Former WEC featherweight champion and long-time UFC contender Urijah Faber is returning to professional fighting this Saturday after having retired from the sport in late 2016. Faber, who’s one of the most recognized fighters of his era and division, will be making his comeback in front of his hometown, taking on ranked bantamweight Ricky Simon in the co-headlining bout of UFC Sacramento in California.
From the new opportunities that have emerged in the current landscape of MMA to a UFC event at home, there were many factors that contributed to Faber’s decision to resume his career in the UFC. But above all, Faber is well aware of the effects of father time and the physical demands of the fight game.
“First and foremost, time is of the essence,” Faber said in an interview with MMA Fighting. “You can’t just jump back whenever because there’s going to be a time where you can’t jump in and compete against the best in the world, I’m very aware of that.
“I also have an opportunity to test myself whenever I want against the best guys, so you know, I’ve dabbled with that over the last two and a half years. I know where I stand and I’m in a great place. The UFC has been offering me fights periodically, just to test the waters with me, and that got my juices flowing in a couple of different opportunities that were kind of enticing, but I didn’t want to go in there half-cocked. I didn’t want to take an opportunity when I was ill prepared. So I started getting into that kind of mindset after a few opportunities, and really, at the end of the day, I’m at a different place right now.
“It’s a really exciting time with the ESPN partnership and all the things that are happening, so we want to take advantage of that, absolutely.

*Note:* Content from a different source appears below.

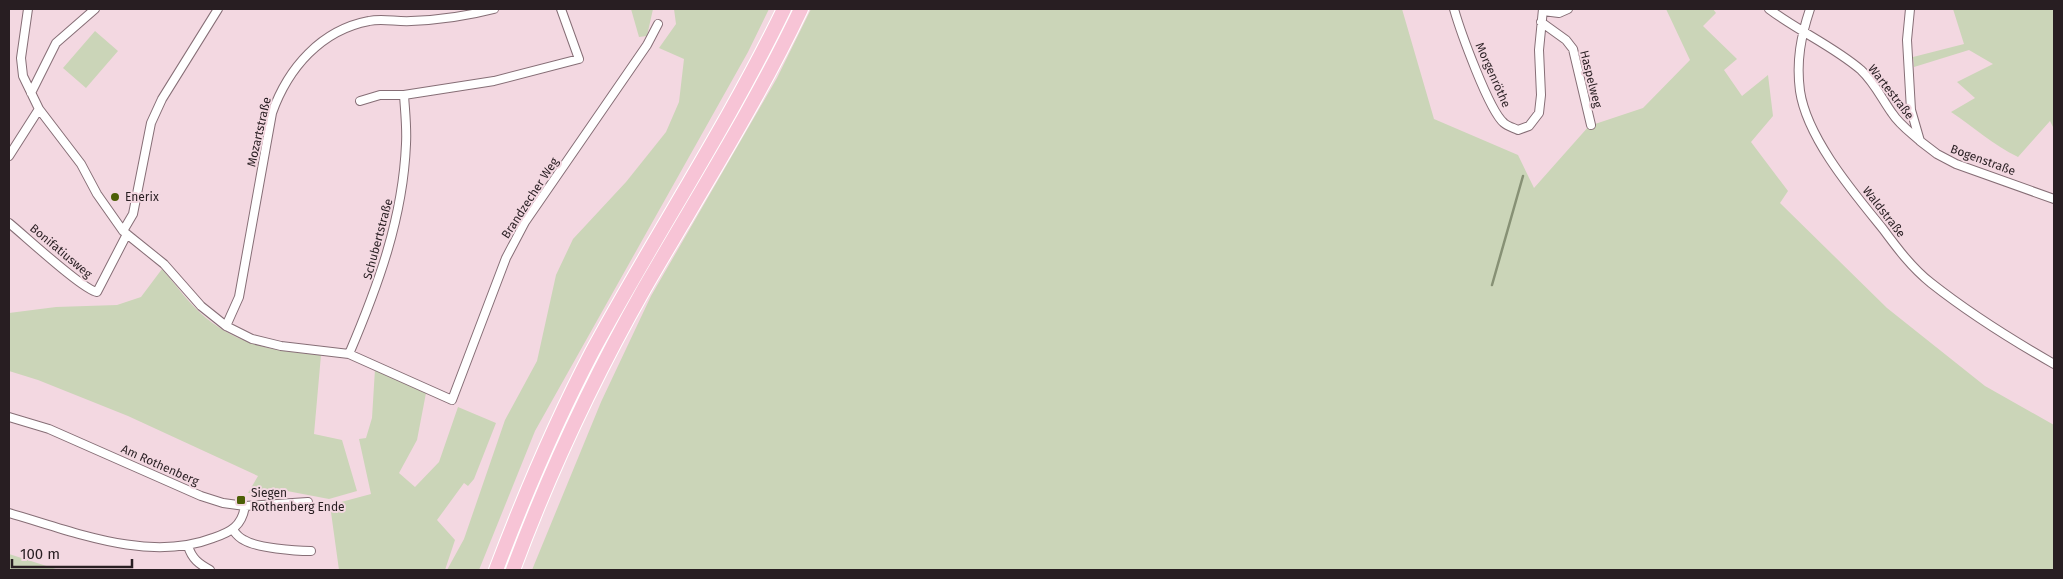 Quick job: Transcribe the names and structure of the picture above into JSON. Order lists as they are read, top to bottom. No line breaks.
{"streets":{"street":["Morgenröthe","Haspelweg","Wartestraße","Mozartstraße","Bogenstraße","Brandzecher Weg","Waldstraße","Schubertstraße","Bonifatiusweg","Am Rothenberg"]},"crossings":[["Morgenröthe","Haspelweg"],["Wartestraße","Bogenstraße"],["Wartestraße","Waldstraße"],["Brandzecher Weg","Schubertstraße"]],"places":{"other":["Enerix"],"transit":["Siegen Rothenberg Ende"]},"scale_bar":"100 m"} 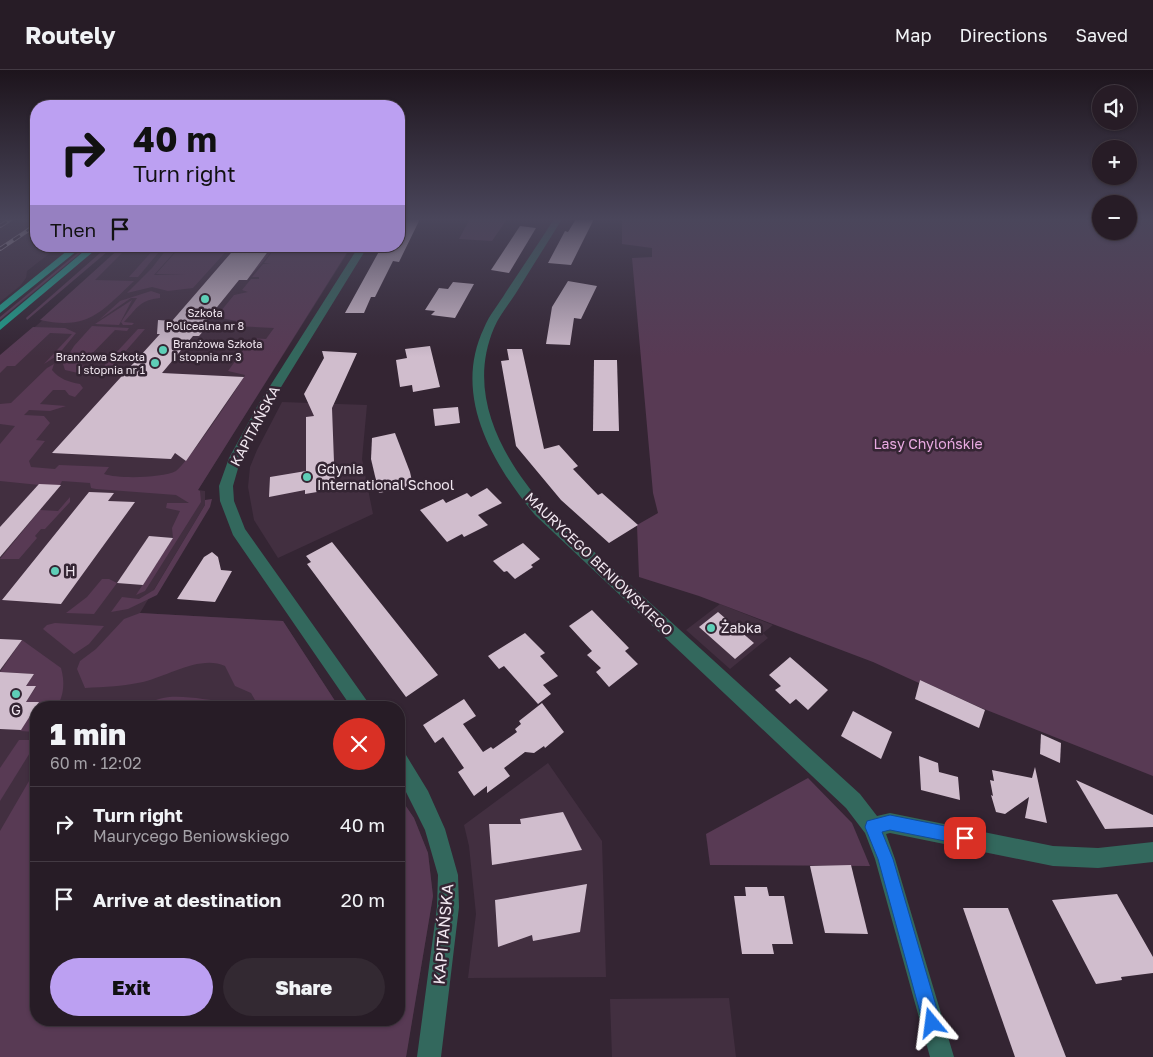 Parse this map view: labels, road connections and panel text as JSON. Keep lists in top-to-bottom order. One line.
{"streets":{"street":["KAPITAŃSKA","MAURYCEGO BENIOWSKIEGO"]},"parks":["Lasy Chylońskie"],"places":["Szkoła Policealna nr 8","Branżowa Szkoła I stopnia nr 3","Branżowa Szkoła I stopnia nr 1","Gdynia International School","H","Żabka","G"],"page":{"header":"Routely","nav":["Map","Directions","Saved"],"map_buttons":["+","−"],"turn":["40 m","Turn right"],"then":"Then","heading":["1 min","60 m · 12:02"],"list":[{"name":"Turn right","note":"Maurycego Beniowskiego","value":"40 m"},{"name":"Arrive at destination","value":"20 m"}],"buttons":["Exit","Share"]}} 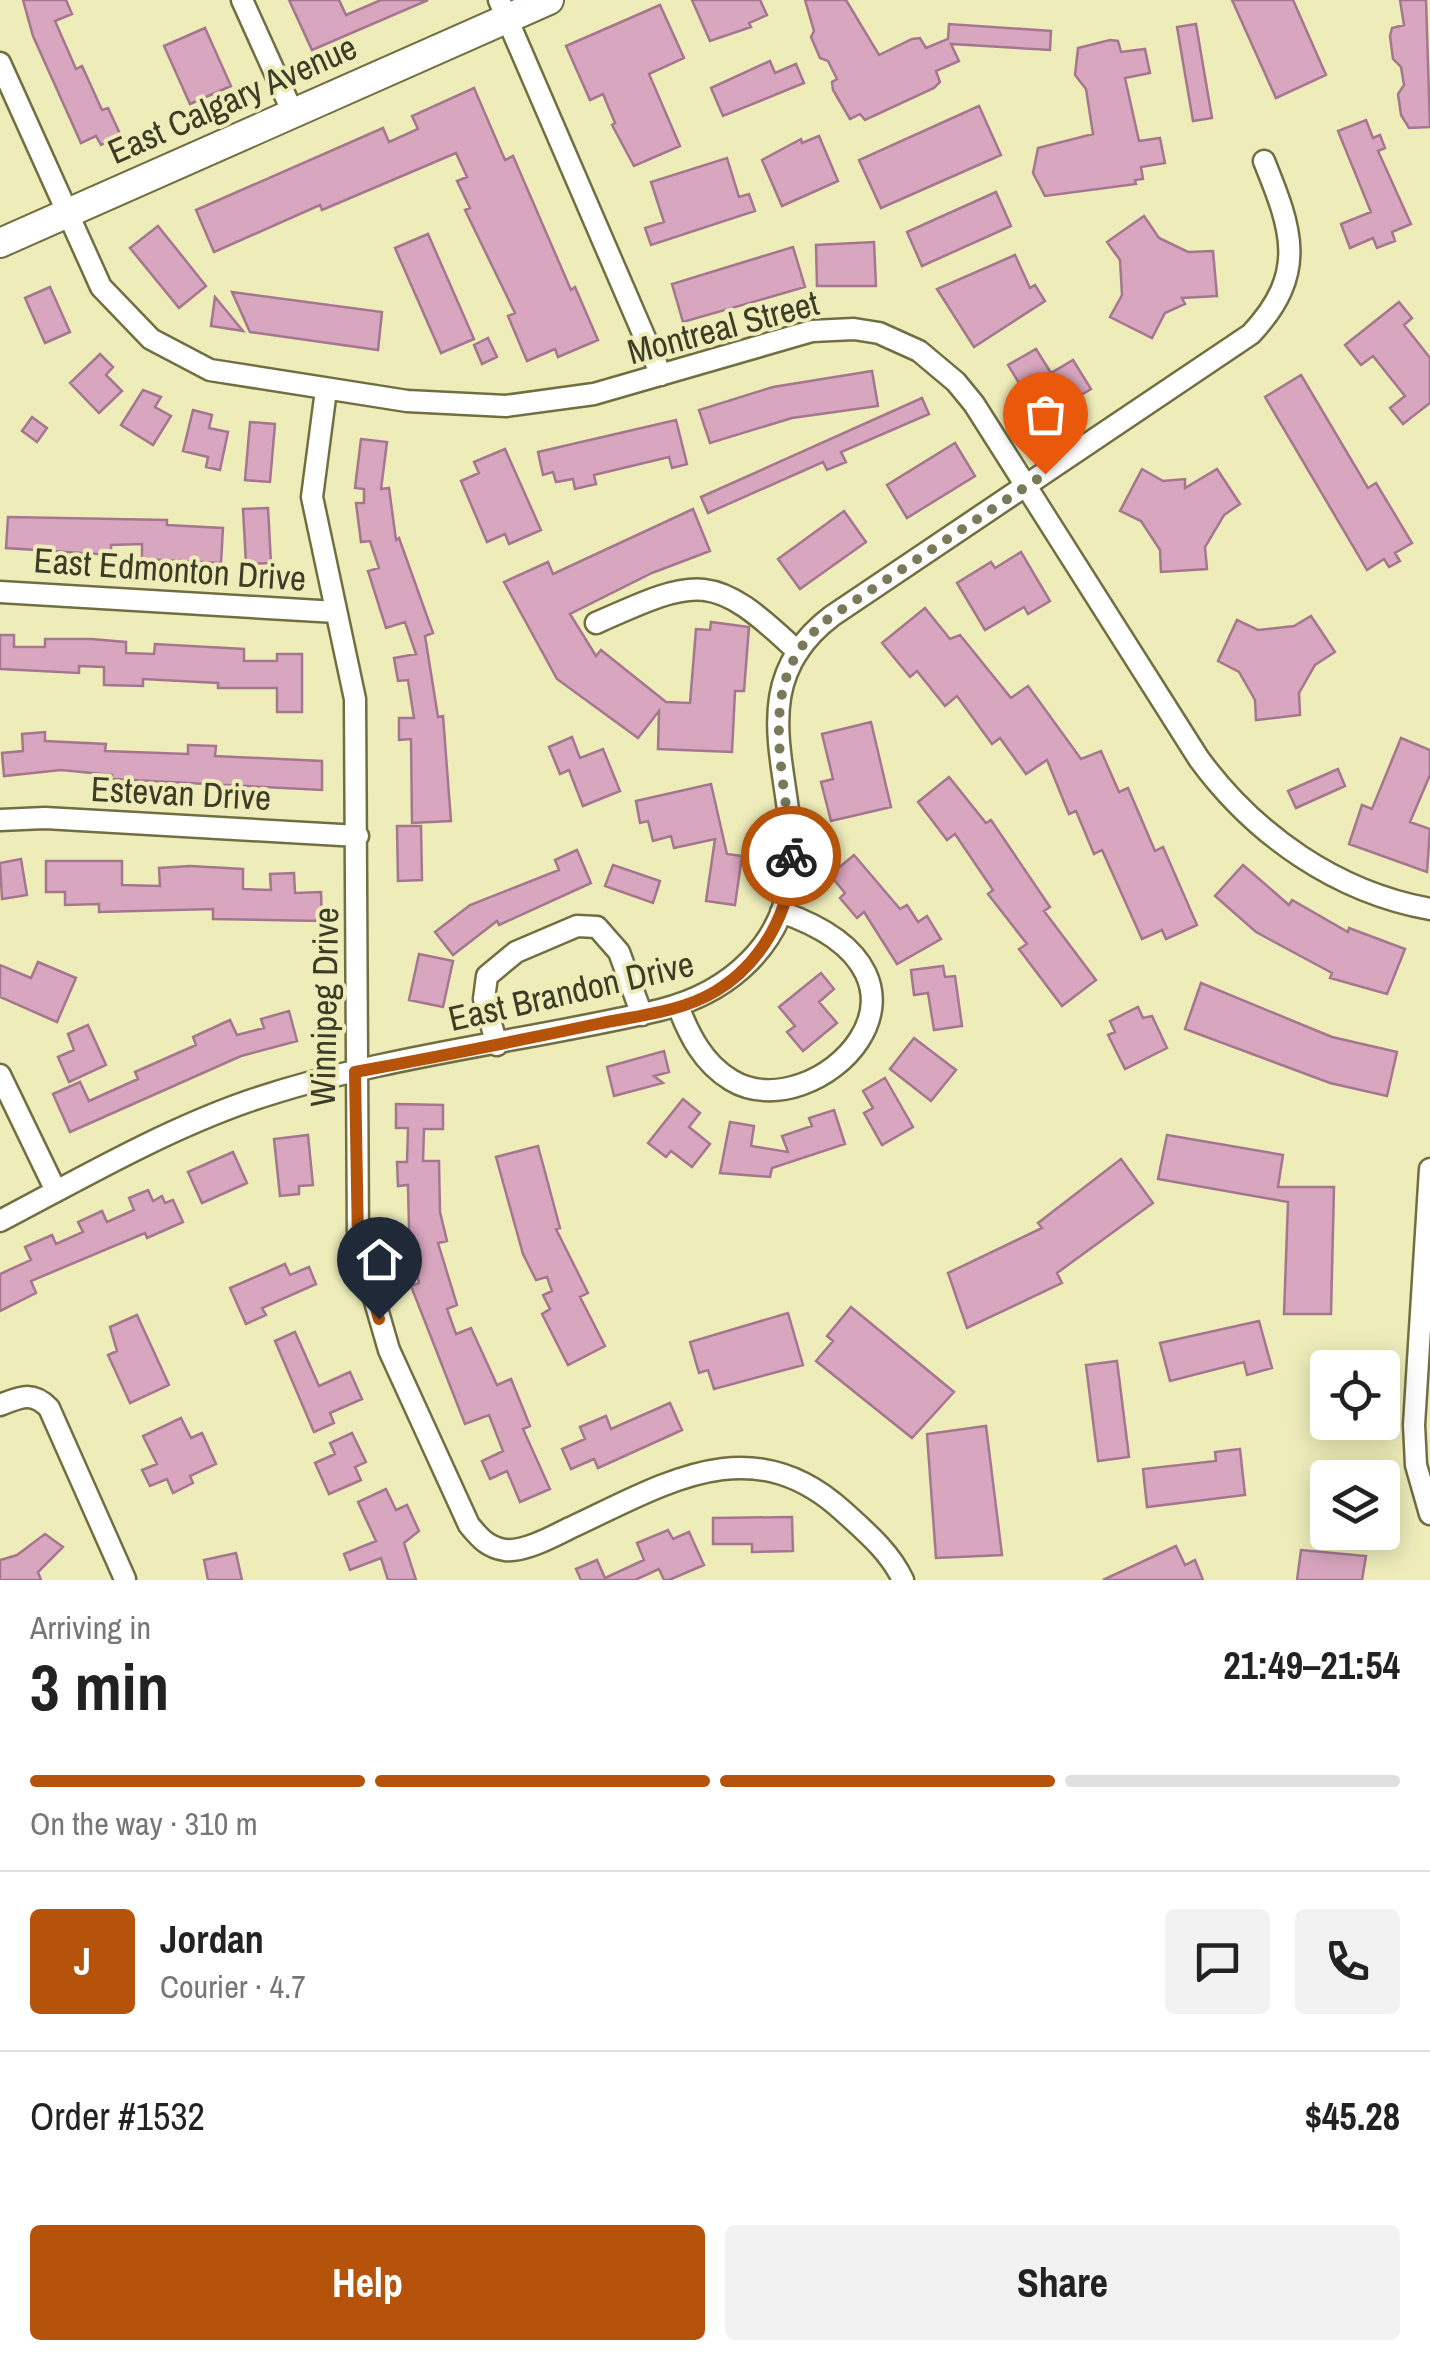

And knowing that I have the ability, it’s really nice and there are people everyday in the gym that are just working for their small opportunity to get in there and fight, and get themselves an option in the UFC, so they can get their pay up, a fight that matters. And here I am, just sitting on all that at the snap of one finger, so not wanting to take that for granted and just using the best time and energy before it’s too late.”
When Faber walked away from MMA, he did it with a dominant decision win over fellow veteran Brad Pickett. He entered his then final bout ranked seventh at bantamweight and having challenged for the UFC belt just a couple of fights before.
But the despite leaving as a top dog in the division and still feeling game, Faber is not delusional about the reality of comebacks in combat sports. Many fighters have had successful returns, but many others haven’t.
“I definitely want to test myself and see exactly where I fit in the lay of the land because mentally, I’m the a guy that’s in the UFC Hall of Fame, a top contender, a world champion. You’re not going to lose that self-belief, but reality and self-belief are not always the same thing. So you have to throw your hat in and say, ‘Alright, where do I sit? Give me a tough competitor that’s on the rise and see how my self-belief matches up with my reality.’ And that’s what I’m going to do.”
Faber’s confidence in his return at UFC Sacramento doesn’t all rely on his past achievements and glory. The Team Alpha Male general has been putting in work during his two-plus years away from MMA competition, preparing for grappling matches and helping his teammates and pupils gear-up for their respective fights.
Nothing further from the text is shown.